Two stimulus configurations used for RF mapping. See Materials and Methods for details.

A stimulus patch is presented on each of the two cathode ray tube (CRT) displays for independent stimulation of the two eyes. The orientation of the patch is aligned at the cells’ optimal orientation for gratings. This is especially important for 1D mapping. When more than one cell is recorded simultaneously, optimal orientations of all cells have to be the same in order for 1D mapping to be valid. There is no such constraint for 2D mapping.
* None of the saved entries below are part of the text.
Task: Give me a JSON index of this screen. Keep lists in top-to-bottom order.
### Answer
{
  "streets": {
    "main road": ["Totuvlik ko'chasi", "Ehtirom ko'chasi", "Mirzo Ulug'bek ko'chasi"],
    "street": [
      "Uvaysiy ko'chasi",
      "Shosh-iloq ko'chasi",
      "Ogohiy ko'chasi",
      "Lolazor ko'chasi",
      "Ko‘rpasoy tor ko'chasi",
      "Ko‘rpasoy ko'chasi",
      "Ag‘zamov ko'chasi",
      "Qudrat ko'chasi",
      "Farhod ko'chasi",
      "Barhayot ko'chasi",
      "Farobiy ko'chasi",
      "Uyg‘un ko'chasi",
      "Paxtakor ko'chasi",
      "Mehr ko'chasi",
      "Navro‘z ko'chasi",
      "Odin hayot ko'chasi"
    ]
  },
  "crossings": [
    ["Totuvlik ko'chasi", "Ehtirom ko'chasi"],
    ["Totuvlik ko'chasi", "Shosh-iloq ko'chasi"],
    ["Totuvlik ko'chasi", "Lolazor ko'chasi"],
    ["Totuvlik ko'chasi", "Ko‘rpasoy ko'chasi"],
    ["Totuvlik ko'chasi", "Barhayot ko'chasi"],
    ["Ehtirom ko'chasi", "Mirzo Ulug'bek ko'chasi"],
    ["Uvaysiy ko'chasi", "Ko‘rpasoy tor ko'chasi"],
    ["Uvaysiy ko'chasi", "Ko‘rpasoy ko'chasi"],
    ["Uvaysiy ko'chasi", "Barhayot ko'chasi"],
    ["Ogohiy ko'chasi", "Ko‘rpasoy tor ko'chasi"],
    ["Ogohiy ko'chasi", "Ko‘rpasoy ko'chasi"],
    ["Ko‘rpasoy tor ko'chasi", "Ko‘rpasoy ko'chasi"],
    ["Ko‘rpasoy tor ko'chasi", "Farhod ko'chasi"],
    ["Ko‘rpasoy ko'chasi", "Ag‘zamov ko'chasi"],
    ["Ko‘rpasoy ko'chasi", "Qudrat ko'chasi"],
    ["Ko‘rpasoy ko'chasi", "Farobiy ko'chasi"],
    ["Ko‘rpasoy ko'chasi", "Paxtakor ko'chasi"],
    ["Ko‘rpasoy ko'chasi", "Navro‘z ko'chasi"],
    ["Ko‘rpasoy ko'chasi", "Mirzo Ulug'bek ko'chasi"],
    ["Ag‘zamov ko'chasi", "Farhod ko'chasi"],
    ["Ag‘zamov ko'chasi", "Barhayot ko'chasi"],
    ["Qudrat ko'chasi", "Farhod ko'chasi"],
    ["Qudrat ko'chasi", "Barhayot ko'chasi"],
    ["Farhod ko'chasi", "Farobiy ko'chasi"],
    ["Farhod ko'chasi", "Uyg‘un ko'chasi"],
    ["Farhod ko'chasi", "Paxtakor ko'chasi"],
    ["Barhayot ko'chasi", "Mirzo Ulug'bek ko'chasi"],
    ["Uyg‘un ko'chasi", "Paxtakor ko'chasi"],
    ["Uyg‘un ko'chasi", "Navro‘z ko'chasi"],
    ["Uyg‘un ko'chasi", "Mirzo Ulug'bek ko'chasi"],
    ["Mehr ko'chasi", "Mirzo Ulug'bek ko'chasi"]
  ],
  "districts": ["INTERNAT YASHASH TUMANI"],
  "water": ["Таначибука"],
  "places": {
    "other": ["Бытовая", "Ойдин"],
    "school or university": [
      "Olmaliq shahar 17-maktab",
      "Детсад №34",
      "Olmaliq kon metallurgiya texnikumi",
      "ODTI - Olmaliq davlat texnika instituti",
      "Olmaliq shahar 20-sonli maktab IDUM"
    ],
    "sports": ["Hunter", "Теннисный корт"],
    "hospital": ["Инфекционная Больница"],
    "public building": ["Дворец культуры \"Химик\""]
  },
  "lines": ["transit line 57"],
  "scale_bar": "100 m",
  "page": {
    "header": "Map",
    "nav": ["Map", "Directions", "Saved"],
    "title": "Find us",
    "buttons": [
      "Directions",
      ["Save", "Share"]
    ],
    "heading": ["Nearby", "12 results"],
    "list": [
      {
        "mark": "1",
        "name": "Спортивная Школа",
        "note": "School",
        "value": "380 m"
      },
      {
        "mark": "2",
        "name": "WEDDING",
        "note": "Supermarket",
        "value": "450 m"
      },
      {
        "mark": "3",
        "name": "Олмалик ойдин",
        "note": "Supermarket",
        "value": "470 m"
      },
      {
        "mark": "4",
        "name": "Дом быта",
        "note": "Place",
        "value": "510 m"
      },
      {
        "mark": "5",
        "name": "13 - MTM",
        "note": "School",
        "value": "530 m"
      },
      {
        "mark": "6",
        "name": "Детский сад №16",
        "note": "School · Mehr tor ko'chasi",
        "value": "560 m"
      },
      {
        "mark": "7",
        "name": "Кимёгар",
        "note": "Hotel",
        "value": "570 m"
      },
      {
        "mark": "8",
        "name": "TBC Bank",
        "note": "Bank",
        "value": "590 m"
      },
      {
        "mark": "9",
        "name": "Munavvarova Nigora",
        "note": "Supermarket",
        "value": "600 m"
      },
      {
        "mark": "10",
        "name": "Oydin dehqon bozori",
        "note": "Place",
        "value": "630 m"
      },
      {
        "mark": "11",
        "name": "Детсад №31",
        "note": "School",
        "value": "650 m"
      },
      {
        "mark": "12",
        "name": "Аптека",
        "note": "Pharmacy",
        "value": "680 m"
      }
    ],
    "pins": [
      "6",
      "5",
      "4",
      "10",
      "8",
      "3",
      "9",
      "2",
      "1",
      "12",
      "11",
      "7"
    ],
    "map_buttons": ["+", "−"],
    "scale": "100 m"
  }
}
The luminance of each element in the patches is modulated every 40 msec according to m-sequences and takes on binary values, either +18cd/m2 or −18cd/m2 around the mean luminance of the CRT displays (20cd/m2). The m-sequences used are identical for all elements except that they are temporally shifted by at least 2.5 sec from one another so that the luminance modulation of each element is uncorrelated in space and time within this period, i.e., the stimulus is “white” within the spatio-temporal pass-band of simple cells. A spike train for each cell is cross-correlated with the stimulus sequence to obtain RF maps (21).

Data Analysis.

Each pair of left and right eye RFs, at the optimal cross-correlation delay, is fitted with a Gabor function (23), the product of a Gaussian envelope and a sinusoid, to obtain the RF center coordinate (the center coordinate of a Gaussian envelope) as well as RF phase (the phase of a sinusoid). RF phase disparity is obtained as a difference between left and right RF phases, measured in visual angle rather than phase angle so that it can be directly comparable to RF position disparity.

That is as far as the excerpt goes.